Detective Lourdes Lemler of the Indiana State Police was in the area and heard the radio traffic with a description of the incident and the vehicle. Near the Dollar Tree/Kmart mall on the north side of Plymouth, Detective Lemler observed a vehicle and its occupants that matched the description. Plymouth Police Officer John Weir was also in the immediate area and attempted to stop the black Suburban, but it fled from police and refused to stop. Officer Weir then engaged in a high speed pursuit through downtown Plymouth. The male was driving erratically on Liberty Street near the Lincoln Junior High School when Dixon tossed a black bag out of the car window. Police retrieved the black bag and discovered it contained items used to manufacture methamphetamine. The pair continued at high speed on Lincoln Highway eastbound and eventually the pair turned into a field on the north side of Lincoln Highway near the US 31 overpass. Dixon and Richard Gee were taken into custody at that time.

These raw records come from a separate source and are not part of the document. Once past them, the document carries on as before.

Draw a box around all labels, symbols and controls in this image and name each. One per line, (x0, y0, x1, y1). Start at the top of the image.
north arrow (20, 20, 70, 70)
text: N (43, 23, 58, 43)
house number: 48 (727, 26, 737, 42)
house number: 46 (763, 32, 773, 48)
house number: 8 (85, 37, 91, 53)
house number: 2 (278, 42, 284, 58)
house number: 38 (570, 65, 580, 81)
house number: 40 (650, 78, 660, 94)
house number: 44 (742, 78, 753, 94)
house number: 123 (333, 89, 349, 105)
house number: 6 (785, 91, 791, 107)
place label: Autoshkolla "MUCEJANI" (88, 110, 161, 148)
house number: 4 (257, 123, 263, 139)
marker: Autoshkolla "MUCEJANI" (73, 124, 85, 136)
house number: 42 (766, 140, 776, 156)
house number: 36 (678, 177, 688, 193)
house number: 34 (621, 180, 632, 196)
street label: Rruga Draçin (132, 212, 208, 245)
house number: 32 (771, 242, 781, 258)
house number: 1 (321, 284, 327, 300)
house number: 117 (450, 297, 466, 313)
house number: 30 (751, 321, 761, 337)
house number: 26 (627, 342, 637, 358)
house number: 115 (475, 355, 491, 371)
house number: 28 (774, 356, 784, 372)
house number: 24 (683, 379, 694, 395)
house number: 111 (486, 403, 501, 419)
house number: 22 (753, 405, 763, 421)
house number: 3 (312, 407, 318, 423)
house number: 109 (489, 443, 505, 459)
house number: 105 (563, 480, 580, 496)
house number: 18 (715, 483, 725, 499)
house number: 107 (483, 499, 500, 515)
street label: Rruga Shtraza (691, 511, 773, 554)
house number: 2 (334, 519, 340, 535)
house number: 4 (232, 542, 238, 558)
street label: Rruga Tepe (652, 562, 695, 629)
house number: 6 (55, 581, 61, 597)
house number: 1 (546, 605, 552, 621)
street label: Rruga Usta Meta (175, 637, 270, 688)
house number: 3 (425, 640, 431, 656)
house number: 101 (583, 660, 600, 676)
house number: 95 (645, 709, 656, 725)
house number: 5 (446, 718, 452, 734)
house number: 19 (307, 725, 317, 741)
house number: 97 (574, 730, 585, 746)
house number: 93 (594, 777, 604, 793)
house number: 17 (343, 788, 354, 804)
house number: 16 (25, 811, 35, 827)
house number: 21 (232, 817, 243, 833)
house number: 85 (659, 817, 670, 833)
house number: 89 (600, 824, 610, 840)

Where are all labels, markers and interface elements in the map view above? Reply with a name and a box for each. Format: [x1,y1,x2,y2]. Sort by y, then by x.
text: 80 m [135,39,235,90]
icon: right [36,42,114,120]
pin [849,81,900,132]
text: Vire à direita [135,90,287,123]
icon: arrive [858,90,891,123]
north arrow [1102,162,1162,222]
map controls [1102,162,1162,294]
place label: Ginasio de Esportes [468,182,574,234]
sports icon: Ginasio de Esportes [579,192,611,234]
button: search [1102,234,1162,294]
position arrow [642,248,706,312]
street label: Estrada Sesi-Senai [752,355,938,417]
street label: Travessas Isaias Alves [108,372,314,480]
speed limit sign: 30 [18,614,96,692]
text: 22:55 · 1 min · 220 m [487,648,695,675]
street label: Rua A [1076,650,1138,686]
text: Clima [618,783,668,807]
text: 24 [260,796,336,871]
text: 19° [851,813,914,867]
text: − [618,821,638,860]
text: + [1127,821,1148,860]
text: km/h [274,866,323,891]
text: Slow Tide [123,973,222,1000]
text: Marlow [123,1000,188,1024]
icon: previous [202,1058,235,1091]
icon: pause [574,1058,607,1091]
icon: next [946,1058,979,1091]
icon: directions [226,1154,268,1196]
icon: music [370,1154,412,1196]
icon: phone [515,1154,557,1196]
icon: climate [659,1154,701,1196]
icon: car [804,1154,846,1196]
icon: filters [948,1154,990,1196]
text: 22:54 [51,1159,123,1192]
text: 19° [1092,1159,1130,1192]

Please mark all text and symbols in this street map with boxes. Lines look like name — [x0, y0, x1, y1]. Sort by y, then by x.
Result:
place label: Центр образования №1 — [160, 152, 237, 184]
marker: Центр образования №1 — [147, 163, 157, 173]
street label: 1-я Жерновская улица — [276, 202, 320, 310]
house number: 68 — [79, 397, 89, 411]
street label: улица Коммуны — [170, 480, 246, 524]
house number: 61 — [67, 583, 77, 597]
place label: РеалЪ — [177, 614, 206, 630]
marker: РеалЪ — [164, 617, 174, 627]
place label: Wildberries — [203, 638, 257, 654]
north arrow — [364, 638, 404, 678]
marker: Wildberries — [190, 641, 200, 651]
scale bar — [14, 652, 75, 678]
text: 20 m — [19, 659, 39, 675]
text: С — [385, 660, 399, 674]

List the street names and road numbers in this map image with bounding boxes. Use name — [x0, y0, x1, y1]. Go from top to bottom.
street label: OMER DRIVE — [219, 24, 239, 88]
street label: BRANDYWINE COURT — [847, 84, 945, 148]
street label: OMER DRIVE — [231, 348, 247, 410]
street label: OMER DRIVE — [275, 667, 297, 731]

Police soon discovered the black Suburban used in the chase was a stolen vehicle. When police searched the vehicle, they found a “one pot” methamphetamine reaction vessel and a silver/black BB handgun. Also found in the Suburban were numerous articles that had been burglarized from the residence.
Police also discovered that Richard Gee was wanted on an arrest warrant out of St. Joseph County for resisting law enforcement, possession of methamphetamines, possession of precursors to make methamphetamine, and criminal confinement.
Shannon Dixon, age 25 at the time of the offenses, has an extensive criminal history that includes maintaining a common nuisance, conversion, possession of marijuana, and theft. That history included numerous arrests related to the manufacture and possession of methamphetamine.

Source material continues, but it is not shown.